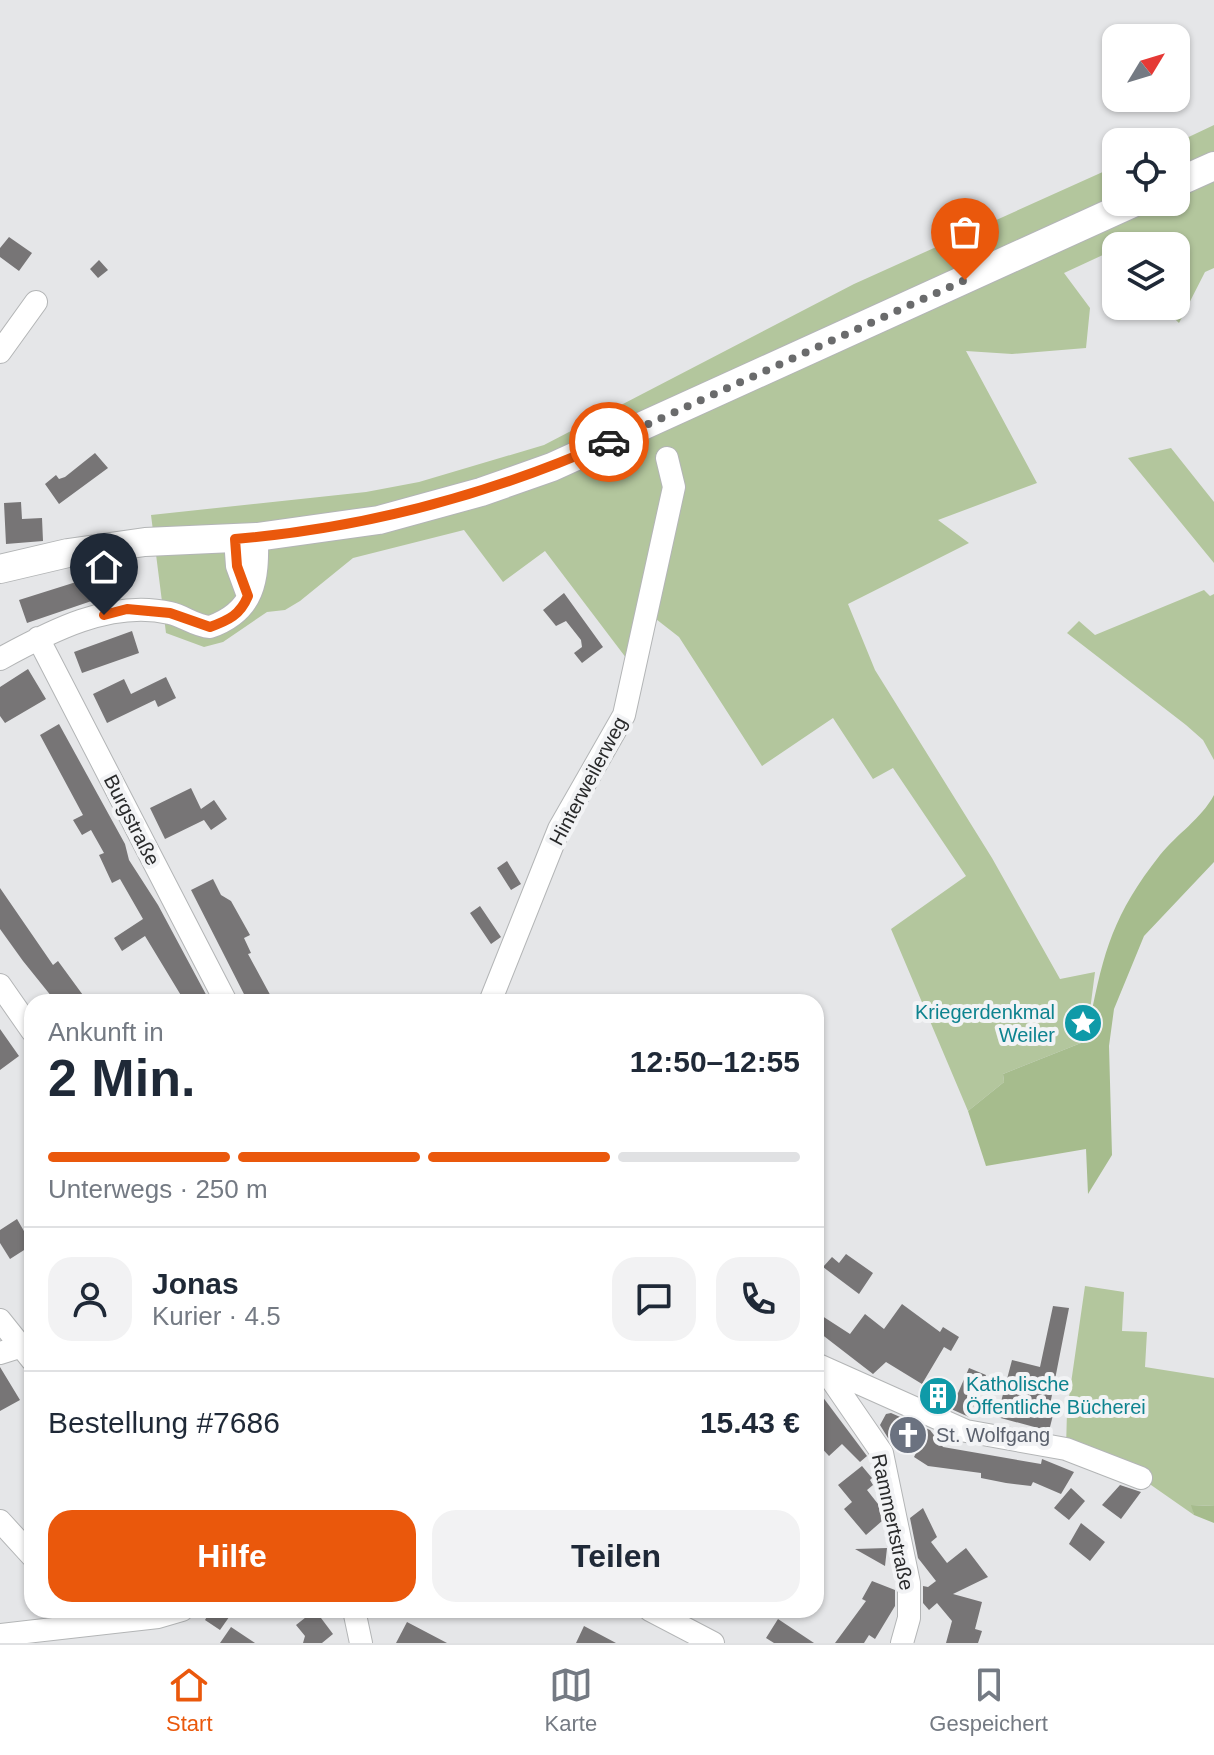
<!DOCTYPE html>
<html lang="de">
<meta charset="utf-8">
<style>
body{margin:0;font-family:Helvetica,sans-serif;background:#f2f2f3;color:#1f2937;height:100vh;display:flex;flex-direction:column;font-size:30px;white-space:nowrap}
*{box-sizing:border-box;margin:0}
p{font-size:26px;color:#747a83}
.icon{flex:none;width:44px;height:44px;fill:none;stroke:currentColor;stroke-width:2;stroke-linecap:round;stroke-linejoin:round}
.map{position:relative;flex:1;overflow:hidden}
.sheet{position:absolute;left:24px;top:994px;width:800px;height:624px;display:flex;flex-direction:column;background:#fff;border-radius:24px;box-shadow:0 2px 6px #0004}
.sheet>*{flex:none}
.needle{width:52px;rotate:52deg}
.buttons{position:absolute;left:1102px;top:24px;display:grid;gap:16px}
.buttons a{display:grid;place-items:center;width:88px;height:88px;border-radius:16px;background:#fff;box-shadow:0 2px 6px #0004;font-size:40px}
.pin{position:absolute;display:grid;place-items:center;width:68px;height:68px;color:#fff;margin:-82px -34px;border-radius:50% 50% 50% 0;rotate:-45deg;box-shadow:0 0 8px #0007}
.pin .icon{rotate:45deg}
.courier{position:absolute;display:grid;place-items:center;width:80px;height:80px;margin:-40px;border:6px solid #ea580c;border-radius:50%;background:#fff;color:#222;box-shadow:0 2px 10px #0007}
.head em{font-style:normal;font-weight:800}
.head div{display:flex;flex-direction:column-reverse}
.head{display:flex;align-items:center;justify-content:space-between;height:136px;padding:0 24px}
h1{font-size:52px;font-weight:800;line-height:60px}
.bar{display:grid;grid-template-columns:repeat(4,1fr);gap:12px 8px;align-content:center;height:96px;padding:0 24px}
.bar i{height:10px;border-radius:6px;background:#e0e1e3}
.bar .active{background:#ea580c}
.bar p{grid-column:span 4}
.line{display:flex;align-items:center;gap:20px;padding:0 24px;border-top:2px solid #e0e1e3}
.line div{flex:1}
.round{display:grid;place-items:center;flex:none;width:84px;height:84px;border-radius:24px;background:#f2f2f3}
.primary-button{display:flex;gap:16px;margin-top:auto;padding:16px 24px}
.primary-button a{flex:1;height:92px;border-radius:24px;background:#ea580c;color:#fff;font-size:32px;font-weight:800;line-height:92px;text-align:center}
.primary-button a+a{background:#f2f2f3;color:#1f2937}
.dock{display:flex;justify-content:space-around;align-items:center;height:112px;border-top:2px solid #e0e1e3;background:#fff;font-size:22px;color:#747a83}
.dock a{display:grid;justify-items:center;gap:4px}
.dock .active{color:#ea580c}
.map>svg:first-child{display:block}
</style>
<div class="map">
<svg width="1214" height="1643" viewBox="0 0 1214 1643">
<rect width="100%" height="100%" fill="#e5e6e8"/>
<path fill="#b3c69d" d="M1214,125V268L1205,272L1179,323L1161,306H1176V246H1116V264L1105,254L1064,273L1090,308L1086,348L1012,354L966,351L1037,483L938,520L969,543L848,604L875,670L992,858L1060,979L1095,972L1086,1041L1003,1074L1004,1082L968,1111L891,929L966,876L893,768L873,779L833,718L762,766L679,637L647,612L636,671L545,551L503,582L464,530L353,558L300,601L285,610L267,612L223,642L204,647L166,633L151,515L366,492L419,482L544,445L854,284L1116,166V202H1176V143Z
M1171,448L1214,502V563L1128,458Z
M1204,590L1210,596L1214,594V760L1203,740L1186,725L1067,633L1079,621L1095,635Z
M1085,1286L1124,1292L1122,1331L1147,1332L1145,1367L1214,1378V1506L1192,1505L1194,1515L1141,1478L1066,1449L1067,1411Z"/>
<path fill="#a6bc8d" d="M1214,795V862L1144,936L1114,1009L1109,1046L1112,1155L1088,1194L1086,1149L986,1166L968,1111L1004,1082L1003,1074L1086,1041C1102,960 1108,921 1160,855C1177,834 1201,819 1214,795Z
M1191,1505L1214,1506V1523L1194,1515Z"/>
<path fill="#777576" d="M9,237L32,253L19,271L0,257V248Z
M99,260L108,270L98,278L90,269Z
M95,453L108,468L59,504L45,484L56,475L59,479L65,477Z
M21,502L22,519L42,518L43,541L6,544L4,503Z
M111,571L118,592L27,623L19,600Z
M564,593L603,647L582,663L574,653L582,647L581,640L566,621L556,626L543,610Z
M132,631L139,653L82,673L74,652Z
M28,669L46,699L5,723L0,716V687Z
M166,677L176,698L158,707L155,700L107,723L93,694L124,679L131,694Z
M59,724L125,844L129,860L158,905L210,1002H185L145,936L122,951L114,938L143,919L120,879L112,883L99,855L104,853L91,830L82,835L73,820L83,815L40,735Z
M191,788L201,809L214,800L227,819L211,830L204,820L165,839L150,808Z
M507,861L521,884L511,890L497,868Z
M213,879L221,895L231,901L250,935L244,938L251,953L248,954L274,1002H248L191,890Z
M0,888L53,965L58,961L88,1002H56L23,961L0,929Z
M480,906L501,937L491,944L470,913Z
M0,1029L19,1056L0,1070Z
M17,1219L32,1245L10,1259L0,1243V1230Z
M846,1254L873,1273L859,1294L823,1267L832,1257L839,1263Z
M902,1304L940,1332L943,1327L959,1337L951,1351L944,1347L922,1384L886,1362L873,1374L816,1330V1312L850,1334L865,1314L884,1329Z
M1053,1306L1069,1308L1049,1410L1054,1411L1049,1431L997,1417L1012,1360L1040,1367Z
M0,1367L20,1400L0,1411Z
M969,1368L986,1375L969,1417L922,1396L932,1378L958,1393Z
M816,1388L867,1456L860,1462L842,1444L829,1456L816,1442Z
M891,1413L930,1430L943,1447L1041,1464L1042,1459L1074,1472L1061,1494L1033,1482L1031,1486L1006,1483L981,1478V1473L928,1466L914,1457L916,1453L888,1438L880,1425L886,1414Z
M862,1466L872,1478L870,1480L873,1485L867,1490L878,1504L882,1521L866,1535L844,1509L852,1502L838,1485Z
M1120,1485L1141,1492L1121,1519L1102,1505Z
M1071,1488L1085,1501L1069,1520L1054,1508Z
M923,1508L937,1537L931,1542L947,1563L966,1548L988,1577L953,1594L982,1602L975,1629L982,1631L978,1643H946L952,1621L937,1603L929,1610L923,1603V1586L928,1587L936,1581L918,1558L910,1518Z
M1081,1523L1105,1542L1090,1561L1069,1544Z
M887,1548L885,1566L855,1549Z
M872,1581L895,1590V1606L875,1639L869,1635L864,1643H835L866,1601L862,1599Z
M211,1610H234L220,1630L205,1620Z
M315,1610L333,1634L322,1643H303L305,1636L296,1625Z
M778,1619L814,1643H774L766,1638Z
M407,1622L447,1643H396Z
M584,1626L616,1643H576Z
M231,1627L255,1643H220Z"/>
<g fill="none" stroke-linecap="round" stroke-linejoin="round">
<defs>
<path id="minor" d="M0,352L36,302
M235,539L237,566L248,596
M38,638L226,1002
M0,659C49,632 111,599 170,613C184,616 195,626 210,627C255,611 258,580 257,537
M0,985L32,1031
M490,1002L559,829L624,715L674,487L667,458
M0,1320L32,1360
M0,1353L32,1343
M816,1364L966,1431L1066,1449L1141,1478
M825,1370L882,1453L909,1583V1618L902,1643
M0,1521L32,1556
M354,1610L361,1643
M650,1610L713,1643
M0,1635L158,1617L182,1610"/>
<path id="major" d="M1176,183L1214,166
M0,569L68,553L145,542L257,537L379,520L481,492L552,467L1135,202"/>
</defs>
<use href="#minor" stroke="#b3b5b6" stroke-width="24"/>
<use href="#major" stroke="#b3b5b6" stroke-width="30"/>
<use href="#minor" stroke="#fff" stroke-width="22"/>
<use href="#major" stroke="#fff" stroke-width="28"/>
</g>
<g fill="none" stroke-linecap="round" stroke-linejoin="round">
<path stroke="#6a6b6c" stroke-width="8" stroke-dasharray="0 14.4" d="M609,442L965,280"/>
<path stroke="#ea580c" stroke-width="10" d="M104,615L127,609L170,613L210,627C229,620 240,615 248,596L237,566L235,539C365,528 489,495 609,442"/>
</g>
<defs>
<symbol id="sight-disc" viewBox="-11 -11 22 22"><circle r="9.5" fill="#0f9aa8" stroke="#f2f3f5"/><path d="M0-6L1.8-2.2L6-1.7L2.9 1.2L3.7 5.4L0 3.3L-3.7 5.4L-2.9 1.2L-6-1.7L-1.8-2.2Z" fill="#fff"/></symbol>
<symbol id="building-disc" viewBox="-11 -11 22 22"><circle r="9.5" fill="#0f9aa8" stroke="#f2f3f5"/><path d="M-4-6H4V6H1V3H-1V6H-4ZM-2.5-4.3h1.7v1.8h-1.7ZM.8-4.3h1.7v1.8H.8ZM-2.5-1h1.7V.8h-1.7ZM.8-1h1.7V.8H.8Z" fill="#fff"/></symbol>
<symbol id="church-disc" viewBox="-11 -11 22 22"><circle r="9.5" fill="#6b7280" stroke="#f2f3f5"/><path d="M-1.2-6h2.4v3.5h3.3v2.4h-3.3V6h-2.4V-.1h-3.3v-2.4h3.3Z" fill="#fff"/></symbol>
</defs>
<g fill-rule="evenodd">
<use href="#sight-disc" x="1061" y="1001" width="44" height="44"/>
<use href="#building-disc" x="916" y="1374" width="44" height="44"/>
<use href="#church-disc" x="886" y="1413" width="44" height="44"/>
</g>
<g text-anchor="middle" stroke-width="8" stroke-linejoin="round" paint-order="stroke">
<g font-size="20" fill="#28292a" stroke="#f2f3f5">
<text transform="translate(588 781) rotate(-62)" y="7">Hinterweilerweg</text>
<text transform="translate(132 820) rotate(63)" y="7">Burgstraße</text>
<text transform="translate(893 1522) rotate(78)" y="7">Rammertstraße</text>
</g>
<g font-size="20" fill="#0d838f" stroke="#f2f3f5" text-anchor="end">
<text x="1055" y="1019">Kriegerdenkmal<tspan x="1055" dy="23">Weiler</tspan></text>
<text x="966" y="1391" text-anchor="start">Katholische<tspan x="966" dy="23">Öffentliche Bücherei</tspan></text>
</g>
<g font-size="20" fill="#5b616d" stroke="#f2f3f5" text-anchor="start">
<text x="936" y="1442">St. Wolfgang</text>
</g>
</g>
</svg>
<div class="buttons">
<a><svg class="needle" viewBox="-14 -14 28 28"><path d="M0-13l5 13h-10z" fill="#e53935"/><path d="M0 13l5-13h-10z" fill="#747a83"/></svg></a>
<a><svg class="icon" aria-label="locate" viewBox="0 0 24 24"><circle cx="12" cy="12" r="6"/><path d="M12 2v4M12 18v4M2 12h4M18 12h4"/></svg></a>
<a><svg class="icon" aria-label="layers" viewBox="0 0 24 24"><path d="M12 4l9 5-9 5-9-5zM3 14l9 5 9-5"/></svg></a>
</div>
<div class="pin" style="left:965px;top:280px;background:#ea580c"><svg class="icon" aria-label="bag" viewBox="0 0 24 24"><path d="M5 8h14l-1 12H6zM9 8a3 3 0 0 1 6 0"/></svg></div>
<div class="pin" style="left:104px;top:615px;background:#1f2937"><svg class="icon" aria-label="home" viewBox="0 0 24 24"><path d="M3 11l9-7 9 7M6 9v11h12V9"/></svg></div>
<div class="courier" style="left:609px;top:442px"><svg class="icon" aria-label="car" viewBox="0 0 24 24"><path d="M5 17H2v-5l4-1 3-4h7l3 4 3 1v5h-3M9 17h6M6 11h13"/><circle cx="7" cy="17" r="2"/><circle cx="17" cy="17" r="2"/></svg></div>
<section class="sheet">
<div class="head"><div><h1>2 Min.</h1><p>Ankunft in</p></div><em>12:50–12:55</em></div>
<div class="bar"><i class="active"></i><i class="active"></i><i class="active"></i><i></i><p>Unterwegs · 250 m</p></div>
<div class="line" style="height:144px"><a class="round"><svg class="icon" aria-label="person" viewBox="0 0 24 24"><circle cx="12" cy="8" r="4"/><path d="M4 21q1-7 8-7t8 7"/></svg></a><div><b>Jonas</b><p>Kurier · 4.5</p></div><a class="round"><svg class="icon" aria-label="chat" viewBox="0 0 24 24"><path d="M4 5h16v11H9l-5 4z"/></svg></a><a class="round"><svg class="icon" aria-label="phone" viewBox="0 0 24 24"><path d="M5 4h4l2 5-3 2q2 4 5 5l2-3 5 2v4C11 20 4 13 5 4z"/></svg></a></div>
<div class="line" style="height:104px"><div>Bestellung #7686</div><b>15.43 €</b></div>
<div class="primary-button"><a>Hilfe</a><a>Teilen</a></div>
</section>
</div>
<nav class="dock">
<a class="active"><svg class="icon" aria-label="home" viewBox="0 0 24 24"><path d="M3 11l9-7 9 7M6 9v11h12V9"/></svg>Start</a>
<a><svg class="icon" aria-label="map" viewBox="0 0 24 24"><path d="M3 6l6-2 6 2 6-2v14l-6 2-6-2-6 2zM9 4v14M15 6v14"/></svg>Karte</a>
<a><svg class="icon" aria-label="saved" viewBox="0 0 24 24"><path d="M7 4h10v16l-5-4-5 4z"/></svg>Gespeichert</a>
</nav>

Assignment
Search the entries for the word "head", then list each line that holds it.

Response to this task
.head em{font-style:normal;font-weight:800}
.head div{display:flex;flex-direction:column-reverse}
.head{display:flex;align-items:center;justify-content:space-between;height:136px;padding:0 24px}
<div class="head"><div><h1>2 Min.</h1><p>Ankunft in</p></div><em>12:50–12:55</em></div>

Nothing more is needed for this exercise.